─── PROVIDED DATA ───

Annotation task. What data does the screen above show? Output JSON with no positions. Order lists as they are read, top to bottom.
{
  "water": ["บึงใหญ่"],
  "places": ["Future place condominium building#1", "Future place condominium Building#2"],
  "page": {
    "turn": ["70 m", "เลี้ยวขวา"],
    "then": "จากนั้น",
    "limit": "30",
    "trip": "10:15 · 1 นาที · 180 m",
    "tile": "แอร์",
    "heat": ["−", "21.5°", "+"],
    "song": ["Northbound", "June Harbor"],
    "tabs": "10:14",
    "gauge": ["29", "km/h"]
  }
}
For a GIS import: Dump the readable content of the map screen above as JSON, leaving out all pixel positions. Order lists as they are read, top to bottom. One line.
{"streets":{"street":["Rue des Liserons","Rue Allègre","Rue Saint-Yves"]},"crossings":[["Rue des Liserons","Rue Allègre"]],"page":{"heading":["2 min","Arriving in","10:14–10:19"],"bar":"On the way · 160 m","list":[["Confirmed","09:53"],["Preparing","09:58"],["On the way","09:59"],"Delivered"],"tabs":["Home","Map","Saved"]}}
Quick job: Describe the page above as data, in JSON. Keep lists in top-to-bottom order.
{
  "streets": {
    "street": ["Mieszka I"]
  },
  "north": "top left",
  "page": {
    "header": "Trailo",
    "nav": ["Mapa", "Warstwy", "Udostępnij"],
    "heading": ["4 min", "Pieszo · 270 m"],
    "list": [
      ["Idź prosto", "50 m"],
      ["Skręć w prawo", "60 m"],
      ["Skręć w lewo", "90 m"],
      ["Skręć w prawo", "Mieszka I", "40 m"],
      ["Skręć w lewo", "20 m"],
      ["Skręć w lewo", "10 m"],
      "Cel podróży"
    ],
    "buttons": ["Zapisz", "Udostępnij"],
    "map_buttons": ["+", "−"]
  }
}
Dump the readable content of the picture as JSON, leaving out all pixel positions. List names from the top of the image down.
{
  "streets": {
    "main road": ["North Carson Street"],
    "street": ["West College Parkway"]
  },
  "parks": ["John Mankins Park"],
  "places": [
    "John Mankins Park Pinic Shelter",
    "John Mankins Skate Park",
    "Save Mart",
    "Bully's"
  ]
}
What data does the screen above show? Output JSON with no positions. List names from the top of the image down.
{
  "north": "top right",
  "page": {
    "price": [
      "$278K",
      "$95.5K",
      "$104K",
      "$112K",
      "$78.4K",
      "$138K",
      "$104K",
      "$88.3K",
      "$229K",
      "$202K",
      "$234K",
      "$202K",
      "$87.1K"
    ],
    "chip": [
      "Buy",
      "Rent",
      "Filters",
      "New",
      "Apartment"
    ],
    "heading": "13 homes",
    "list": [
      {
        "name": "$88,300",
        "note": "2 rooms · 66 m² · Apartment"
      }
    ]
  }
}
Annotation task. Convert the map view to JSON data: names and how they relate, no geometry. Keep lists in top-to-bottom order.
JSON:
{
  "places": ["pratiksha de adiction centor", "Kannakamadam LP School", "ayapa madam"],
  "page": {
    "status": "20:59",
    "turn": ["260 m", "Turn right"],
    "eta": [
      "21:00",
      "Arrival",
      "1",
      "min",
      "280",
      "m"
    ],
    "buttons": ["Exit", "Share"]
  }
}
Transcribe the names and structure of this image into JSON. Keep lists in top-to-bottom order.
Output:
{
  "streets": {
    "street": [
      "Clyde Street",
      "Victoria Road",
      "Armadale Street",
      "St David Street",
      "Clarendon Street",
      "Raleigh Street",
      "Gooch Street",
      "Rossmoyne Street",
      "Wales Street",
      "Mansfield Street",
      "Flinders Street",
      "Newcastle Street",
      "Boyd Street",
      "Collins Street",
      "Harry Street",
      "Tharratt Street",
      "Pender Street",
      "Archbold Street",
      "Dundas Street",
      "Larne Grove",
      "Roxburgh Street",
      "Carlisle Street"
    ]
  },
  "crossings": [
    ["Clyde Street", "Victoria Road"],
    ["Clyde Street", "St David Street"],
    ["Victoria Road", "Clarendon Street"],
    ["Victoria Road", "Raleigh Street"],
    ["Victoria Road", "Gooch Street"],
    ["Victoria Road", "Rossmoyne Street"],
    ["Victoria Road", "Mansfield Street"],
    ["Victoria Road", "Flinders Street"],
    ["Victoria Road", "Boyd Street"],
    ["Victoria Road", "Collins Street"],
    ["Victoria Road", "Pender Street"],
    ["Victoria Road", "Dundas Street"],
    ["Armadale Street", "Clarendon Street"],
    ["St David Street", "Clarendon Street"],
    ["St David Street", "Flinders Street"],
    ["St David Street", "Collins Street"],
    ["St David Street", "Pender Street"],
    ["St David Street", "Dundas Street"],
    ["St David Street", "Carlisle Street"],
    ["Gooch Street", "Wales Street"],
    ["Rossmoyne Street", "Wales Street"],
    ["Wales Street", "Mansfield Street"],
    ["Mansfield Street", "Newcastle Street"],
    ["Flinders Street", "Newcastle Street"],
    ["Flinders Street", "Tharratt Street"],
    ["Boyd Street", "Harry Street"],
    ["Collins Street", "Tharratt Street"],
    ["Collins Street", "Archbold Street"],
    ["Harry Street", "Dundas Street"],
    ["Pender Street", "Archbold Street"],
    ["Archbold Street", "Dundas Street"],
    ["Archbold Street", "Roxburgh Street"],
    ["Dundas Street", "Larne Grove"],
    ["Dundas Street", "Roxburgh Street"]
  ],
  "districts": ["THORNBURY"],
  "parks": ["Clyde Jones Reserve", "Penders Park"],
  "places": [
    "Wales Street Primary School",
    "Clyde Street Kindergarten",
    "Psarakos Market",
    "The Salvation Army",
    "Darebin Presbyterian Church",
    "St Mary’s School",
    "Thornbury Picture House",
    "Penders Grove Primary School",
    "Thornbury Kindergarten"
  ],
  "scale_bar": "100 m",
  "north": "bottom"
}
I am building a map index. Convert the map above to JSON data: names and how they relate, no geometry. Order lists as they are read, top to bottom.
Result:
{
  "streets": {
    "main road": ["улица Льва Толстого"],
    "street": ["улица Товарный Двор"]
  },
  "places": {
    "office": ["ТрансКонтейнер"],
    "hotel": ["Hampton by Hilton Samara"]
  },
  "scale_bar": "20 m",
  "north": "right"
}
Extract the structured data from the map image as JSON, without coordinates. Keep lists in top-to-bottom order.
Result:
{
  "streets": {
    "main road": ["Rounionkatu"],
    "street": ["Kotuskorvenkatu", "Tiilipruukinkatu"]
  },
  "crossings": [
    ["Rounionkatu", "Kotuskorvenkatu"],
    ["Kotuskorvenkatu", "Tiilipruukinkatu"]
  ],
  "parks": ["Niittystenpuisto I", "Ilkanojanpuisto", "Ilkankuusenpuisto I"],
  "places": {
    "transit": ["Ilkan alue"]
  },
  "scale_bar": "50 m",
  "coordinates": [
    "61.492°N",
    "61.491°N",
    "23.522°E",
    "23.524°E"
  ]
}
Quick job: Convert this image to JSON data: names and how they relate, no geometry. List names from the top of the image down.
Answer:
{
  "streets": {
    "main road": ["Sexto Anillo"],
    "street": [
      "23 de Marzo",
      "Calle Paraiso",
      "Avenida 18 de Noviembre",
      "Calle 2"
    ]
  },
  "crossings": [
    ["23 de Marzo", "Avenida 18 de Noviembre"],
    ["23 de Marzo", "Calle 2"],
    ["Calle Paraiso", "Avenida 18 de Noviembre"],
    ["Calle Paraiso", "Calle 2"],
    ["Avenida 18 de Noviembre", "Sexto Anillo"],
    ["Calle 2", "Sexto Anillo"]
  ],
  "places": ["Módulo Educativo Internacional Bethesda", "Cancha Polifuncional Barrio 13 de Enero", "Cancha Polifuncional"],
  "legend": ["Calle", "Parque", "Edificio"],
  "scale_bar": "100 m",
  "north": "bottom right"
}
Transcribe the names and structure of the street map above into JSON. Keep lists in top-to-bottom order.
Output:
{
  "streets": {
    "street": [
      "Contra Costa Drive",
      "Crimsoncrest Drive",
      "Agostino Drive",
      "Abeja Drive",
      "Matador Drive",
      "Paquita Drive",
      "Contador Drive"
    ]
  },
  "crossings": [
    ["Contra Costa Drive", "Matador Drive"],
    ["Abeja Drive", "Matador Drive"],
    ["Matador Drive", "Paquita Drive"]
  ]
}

───

#### ACTIVITY:
Retype exactly, and only, the lines above from the one where "Extract the structured" occurs up to and including the one where "Transcribe the names and structure of the" occurs.

#### TASK ANSWER:
Extract the structured data from the map image as JSON, without coordinates. Keep lists in top-to-bottom order.
Result:
{
  "streets": {
    "main road": ["Rounionkatu"],
    "street": ["Kotuskorvenkatu", "Tiilipruukinkatu"]
  },
  "crossings": [
    ["Rounionkatu", "Kotuskorvenkatu"],
    ["Kotuskorvenkatu", "Tiilipruukinkatu"]
  ],
  "parks": ["Niittystenpuisto I", "Ilkanojanpuisto", "Ilkankuusenpuisto I"],
  "places": {
    "transit": ["Ilkan alue"]
  },
  "scale_bar": "50 m",
  "coordinates": [
    "61.492°N",
    "61.491°N",
    "23.522°E",
    "23.524°E"
  ]
}
Quick job: Convert this image to JSON data: names and how they relate, no geometry. List names from the top of the image down.
Answer:
{
  "streets": {
    "main road": ["Sexto Anillo"],
    "street": [
      "23 de Marzo",
      "Calle Paraiso",
      "Avenida 18 de Noviembre",
      "Calle 2"
    ]
  },
  "crossings": [
    ["23 de Marzo", "Avenida 18 de Noviembre"],
    ["23 de Marzo", "Calle 2"],
    ["Calle Paraiso", "Avenida 18 de Noviembre"],
    ["Calle Paraiso", "Calle 2"],
    ["Avenida 18 de Noviembre", "Sexto Anillo"],
    ["Calle 2", "Sexto Anillo"]
  ],
  "places": ["Módulo Educativo Internacional Bethesda", "Cancha Polifuncional Barrio 13 de Enero", "Cancha Polifuncional"],
  "legend": ["Calle", "Parque", "Edificio"],
  "scale_bar": "100 m",
  "north": "bottom right"
}
Transcribe the names and structure of the street map above into JSON. Keep lists in top-to-bottom order.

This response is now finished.